Uma história que aparenta ser aquele tipo de livro para duvidamos da nossa própria sanidade. Gosto de livros e assim e esse parece mexer com nosso psicológico. Um cara que gosta de criaturas mortas e que passou por uma vida difícil com seus pais sendo abusado pelo próprio pai. E meu Deus, muitas coisas acontecem só no começo pelo visto, ele trocando cartas de amor a distância, depois casando e tals. Parece ter um bom desenvolvido e aprimoramentos das personagens. Já havia visto esse livro e gostei muito da capa, pensava ser um Thriller mas é mais que isso. Espero poder ler algum dia
Perturbador!
E pensar que existem pessoas como Sam. Que por causa de problemas psicológicos se deixam enredar em tramas tão sombrias como em Rio Vermelho
É estranho me posicionar sobre este livro após a resenha. Eu gosto de livros assim misteriosos, que me passem sentimento e que tenhamos que descobrir qual a verdade por trás dos fatos. Mas não sei se nesse momento, estando todos um pouco emocionalmente abalados eu iria gostar e aproveitar a leitura. Fica a dica para um 2021 talvez …
Carl!
É bem assim mesmo…
Tive oportunidade de ler esse livro também e fiquei uns dias bem chocada, porque mesmo sabendo que existem pessoas ‘moralmente doentes’ e que foram ‘quebradas’ durante a infância e a vida, é deprimente ver uma relação como eles tinham, aliás, como os três tinham, algo entre o asco e o inimaginável.
cheirinhos
Rudy
Noossaaa! Eu já fiquei tensa só com a resenha, nem li e já estou pensando: “Que livrão!”
Esse livro com certeza vai para o topo da minha lista de desejados. Não vai ser uma leitura que vou fazer de imediato, por conta do momento que estou passando, mas com certeza é uma leitura que farei, pois é o tipo de leitura que eu amo.
Pessoas como os personagens do livro não vivem apenas na ficção, eles vivem aqui na realidade também e ás vezes estão bem próximos.
Eu sempre fico curiosa quanto a livros que mexem com o psicologico, nos fazendo confundir tudo. Ja tive muita vontade de ler esse livro, mas nao sabia muito sobre a premissa. Otimas considerações.
Oi ♡
Adoro livros que tratam de problemas psicológicos, mas nunca cheguei a ler um que tivesse tantos personagens com distúrbios.
Acredito que o maior desafio em ler esse tipo de história é tentar entender como os personagens se sentem a ponto de tomar determinadas decisões.

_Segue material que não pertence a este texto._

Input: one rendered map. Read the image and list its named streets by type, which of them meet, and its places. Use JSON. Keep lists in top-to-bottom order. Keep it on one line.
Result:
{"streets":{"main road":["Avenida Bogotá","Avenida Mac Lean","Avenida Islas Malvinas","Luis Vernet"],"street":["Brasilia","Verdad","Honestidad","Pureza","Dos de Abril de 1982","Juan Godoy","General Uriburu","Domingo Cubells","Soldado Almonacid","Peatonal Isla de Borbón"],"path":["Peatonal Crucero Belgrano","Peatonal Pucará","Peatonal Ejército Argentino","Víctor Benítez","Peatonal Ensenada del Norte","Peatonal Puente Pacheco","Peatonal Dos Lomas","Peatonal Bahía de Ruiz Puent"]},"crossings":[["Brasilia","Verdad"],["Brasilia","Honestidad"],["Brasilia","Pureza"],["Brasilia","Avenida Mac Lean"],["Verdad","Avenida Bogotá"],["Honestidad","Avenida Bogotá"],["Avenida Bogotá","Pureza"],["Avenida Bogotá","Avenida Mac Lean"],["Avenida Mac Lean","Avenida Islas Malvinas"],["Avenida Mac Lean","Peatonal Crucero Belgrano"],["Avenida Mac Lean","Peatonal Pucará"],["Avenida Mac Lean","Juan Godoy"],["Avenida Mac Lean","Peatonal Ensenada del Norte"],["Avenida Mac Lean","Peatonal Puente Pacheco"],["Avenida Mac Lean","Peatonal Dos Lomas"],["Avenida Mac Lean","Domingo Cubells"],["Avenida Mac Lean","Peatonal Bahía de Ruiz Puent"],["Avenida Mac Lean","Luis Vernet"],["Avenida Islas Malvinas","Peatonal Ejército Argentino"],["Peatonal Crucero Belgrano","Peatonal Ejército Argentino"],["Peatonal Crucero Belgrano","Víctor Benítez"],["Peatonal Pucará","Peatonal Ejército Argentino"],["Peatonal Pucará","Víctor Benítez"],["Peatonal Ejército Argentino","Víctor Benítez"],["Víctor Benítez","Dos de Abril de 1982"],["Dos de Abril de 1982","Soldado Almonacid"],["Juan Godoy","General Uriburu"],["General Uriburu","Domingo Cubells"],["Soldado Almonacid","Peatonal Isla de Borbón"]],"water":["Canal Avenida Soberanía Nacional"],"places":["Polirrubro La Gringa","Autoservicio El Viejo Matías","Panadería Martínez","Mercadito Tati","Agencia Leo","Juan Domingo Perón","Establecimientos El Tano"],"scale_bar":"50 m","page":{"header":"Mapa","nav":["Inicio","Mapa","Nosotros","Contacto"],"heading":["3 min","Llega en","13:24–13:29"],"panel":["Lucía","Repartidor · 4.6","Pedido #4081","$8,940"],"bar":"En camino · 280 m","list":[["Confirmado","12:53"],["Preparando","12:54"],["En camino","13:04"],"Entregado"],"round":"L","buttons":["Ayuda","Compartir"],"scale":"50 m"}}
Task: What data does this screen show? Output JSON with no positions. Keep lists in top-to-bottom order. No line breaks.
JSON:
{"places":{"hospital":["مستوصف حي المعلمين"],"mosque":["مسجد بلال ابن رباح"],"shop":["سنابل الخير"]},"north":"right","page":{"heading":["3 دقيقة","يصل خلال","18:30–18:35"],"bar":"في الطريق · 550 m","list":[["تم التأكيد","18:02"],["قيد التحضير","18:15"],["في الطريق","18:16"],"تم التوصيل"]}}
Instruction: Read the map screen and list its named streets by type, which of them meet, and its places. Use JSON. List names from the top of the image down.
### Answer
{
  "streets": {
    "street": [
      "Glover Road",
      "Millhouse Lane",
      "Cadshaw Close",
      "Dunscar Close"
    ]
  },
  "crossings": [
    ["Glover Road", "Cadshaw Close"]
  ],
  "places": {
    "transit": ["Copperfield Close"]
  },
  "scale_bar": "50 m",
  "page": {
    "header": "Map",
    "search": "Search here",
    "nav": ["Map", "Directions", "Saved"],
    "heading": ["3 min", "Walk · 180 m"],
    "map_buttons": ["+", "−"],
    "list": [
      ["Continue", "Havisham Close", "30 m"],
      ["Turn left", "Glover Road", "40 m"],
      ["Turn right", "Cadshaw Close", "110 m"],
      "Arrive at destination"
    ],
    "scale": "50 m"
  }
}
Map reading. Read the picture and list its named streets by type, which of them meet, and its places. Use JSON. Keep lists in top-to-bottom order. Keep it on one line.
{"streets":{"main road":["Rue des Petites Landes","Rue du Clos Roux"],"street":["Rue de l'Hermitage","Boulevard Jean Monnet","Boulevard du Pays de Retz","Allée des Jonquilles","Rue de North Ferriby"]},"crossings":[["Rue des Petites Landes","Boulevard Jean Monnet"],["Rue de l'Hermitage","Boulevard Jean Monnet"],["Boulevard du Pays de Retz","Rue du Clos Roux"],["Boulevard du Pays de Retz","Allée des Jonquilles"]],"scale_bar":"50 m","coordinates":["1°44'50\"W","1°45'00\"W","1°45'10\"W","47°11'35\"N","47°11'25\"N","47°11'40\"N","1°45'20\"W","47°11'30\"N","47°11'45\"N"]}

Realmente é um grande desafio…
Fiquei angustiado só imaginando o desenvolvimento de narrativa desse livro. Vi a capa de Rio Vermelho em alguns bookstagrammers, mas não me interessei em conhecer. Agora estou extremamente empolgado para a leitura e sobre todas as questões que ela parece levantar, principalmente com a tomada de decisões. Adicionei à lista!
Olá! Sam parece ser uma personagem daquelas que a gente sente pena e raiva. O livro traz uma leitura bem diferente das que eu estou acostumada e pelo visto vou precisar ter o estômago forte para poder seguir em frente, mas descobrir o desfecho desses três me deixou bem curiosa.
Oi, Carl
Fique namorando o livro por um bom tempo. Em maio ele estava na promoção e comprei, mas ainda não li porque tenho uma lista de atrasados.
Li várias resenhas, a sua é bem clara, sincera sobre o que encontrar nessa trama. Personagens desajustados, dependente como a personagem principal que aceita tudo é ainda não vê o traste que o marido é.